┌────────

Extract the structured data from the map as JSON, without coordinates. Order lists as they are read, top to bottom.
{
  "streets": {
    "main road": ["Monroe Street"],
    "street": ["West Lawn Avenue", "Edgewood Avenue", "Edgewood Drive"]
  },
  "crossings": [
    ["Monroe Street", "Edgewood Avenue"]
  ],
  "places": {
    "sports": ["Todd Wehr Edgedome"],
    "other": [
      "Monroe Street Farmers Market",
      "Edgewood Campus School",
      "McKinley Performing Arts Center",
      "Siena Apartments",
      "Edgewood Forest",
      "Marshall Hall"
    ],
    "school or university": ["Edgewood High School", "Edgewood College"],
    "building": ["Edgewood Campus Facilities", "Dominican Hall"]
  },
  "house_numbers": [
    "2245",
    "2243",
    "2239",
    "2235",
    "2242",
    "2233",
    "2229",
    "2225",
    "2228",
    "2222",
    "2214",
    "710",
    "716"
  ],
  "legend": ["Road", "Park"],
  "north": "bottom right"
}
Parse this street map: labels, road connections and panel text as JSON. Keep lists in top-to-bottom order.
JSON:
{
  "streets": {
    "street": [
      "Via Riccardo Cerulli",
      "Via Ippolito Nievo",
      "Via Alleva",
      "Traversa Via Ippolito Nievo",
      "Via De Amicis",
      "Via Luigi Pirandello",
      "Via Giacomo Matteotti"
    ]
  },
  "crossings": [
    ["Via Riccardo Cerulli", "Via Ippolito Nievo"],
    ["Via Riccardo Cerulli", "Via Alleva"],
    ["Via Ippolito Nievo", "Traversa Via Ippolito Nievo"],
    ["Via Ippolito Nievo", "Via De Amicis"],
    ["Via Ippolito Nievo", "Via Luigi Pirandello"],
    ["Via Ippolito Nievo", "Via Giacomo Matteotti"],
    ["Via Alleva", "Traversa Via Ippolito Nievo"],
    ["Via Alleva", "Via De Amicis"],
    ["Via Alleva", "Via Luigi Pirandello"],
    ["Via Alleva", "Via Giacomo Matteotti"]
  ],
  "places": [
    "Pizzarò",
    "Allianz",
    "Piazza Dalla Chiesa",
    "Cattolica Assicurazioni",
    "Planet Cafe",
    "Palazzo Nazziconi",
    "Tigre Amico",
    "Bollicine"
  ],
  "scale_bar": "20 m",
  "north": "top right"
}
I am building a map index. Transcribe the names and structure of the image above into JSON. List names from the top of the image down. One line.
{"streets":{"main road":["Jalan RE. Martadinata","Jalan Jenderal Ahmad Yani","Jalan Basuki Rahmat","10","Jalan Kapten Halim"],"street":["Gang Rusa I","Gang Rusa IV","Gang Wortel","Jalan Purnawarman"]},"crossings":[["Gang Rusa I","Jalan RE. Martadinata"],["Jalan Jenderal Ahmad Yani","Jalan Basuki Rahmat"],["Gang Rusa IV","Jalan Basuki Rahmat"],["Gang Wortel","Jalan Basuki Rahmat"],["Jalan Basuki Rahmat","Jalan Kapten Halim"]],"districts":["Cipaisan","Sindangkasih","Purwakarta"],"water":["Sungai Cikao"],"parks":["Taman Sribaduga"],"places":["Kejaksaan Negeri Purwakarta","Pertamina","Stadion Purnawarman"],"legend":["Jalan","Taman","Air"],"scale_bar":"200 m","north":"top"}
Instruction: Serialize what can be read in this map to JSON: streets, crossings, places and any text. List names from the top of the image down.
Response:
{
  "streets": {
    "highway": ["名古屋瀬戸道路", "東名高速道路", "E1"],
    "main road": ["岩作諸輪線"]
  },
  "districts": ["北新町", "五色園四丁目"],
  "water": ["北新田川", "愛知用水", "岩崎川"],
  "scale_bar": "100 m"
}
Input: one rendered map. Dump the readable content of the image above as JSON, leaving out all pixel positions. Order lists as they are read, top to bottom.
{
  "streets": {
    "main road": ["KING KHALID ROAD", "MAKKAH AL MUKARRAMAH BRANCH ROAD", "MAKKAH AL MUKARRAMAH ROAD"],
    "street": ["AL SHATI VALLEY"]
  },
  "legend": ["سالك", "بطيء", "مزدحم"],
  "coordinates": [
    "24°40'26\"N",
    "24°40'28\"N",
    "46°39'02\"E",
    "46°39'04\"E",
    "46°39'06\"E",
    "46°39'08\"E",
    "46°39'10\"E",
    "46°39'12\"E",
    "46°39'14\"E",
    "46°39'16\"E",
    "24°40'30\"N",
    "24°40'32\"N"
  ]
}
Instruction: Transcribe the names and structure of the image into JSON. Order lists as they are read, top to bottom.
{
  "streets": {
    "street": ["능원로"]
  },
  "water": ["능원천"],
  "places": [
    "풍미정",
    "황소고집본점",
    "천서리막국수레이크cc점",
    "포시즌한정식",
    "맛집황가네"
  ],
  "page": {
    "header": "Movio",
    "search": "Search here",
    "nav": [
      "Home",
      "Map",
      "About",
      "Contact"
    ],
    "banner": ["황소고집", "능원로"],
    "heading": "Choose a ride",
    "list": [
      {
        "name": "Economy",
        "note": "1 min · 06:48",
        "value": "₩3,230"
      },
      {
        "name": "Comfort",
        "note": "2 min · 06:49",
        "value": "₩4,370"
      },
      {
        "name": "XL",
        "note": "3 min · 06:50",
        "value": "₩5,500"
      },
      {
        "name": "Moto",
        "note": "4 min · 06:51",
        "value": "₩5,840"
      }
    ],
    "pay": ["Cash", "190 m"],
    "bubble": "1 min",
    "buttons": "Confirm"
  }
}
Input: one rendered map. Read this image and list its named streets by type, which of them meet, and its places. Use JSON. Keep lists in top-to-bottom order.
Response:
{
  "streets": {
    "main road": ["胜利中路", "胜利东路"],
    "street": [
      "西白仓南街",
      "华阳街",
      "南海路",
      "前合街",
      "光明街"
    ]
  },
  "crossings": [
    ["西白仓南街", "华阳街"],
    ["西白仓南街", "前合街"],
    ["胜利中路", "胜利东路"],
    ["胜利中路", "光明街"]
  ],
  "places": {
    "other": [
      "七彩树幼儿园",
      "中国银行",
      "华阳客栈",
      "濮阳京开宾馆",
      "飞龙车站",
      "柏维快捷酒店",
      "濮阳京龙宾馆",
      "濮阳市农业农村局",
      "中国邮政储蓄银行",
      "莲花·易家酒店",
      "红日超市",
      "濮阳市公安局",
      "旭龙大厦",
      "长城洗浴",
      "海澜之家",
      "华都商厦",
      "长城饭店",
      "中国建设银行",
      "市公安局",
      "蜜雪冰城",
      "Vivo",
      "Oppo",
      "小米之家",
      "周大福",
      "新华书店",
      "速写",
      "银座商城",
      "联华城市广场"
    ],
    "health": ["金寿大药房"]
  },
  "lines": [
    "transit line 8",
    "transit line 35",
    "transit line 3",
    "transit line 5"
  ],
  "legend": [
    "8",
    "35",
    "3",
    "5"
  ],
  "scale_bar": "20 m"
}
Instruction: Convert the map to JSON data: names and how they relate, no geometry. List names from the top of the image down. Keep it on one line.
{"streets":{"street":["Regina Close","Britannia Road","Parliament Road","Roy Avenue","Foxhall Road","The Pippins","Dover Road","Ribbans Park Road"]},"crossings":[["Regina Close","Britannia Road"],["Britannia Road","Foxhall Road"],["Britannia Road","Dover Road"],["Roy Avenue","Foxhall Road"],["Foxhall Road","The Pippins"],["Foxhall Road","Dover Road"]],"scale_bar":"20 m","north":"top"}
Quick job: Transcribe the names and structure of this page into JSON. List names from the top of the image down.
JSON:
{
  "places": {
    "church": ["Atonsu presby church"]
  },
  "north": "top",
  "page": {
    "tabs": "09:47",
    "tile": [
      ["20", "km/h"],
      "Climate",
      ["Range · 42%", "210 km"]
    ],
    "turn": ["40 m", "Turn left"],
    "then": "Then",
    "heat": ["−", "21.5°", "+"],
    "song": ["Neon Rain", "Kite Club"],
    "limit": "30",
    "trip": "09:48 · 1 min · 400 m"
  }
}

└────────

Starting with the first line of the data above, copy each line exactly until you reach the line with "Parse this street"; include that line as well.

Extract the structured data from the map as JSON, without coordinates. Order lists as they are read, top to bottom.
{
  "streets": {
    "main road": ["Monroe Street"],
    "street": ["West Lawn Avenue", "Edgewood Avenue", "Edgewood Drive"]
  },
  "crossings": [
    ["Monroe Street", "Edgewood Avenue"]
  ],
  "places": {
    "sports": ["Todd Wehr Edgedome"],
    "other": [
      "Monroe Street Farmers Market",
      "Edgewood Campus School",
      "McKinley Performing Arts Center",
      "Siena Apartments",
      "Edgewood Forest",
      "Marshall Hall"
    ],
    "school or university": ["Edgewood High School", "Edgewood College"],
    "building": ["Edgewood Campus Facilities", "Dominican Hall"]
  },
  "house_numbers": [
    "2245",
    "2243",
    "2239",
    "2235",
    "2242",
    "2233",
    "2229",
    "2225",
    "2228",
    "2222",
    "2214",
    "710",
    "716"
  ],
  "legend": ["Road", "Park"],
  "north": "bottom right"
}
Parse this street map: labels, road connections and panel text as JSON. Keep lists in top-to-bottom order.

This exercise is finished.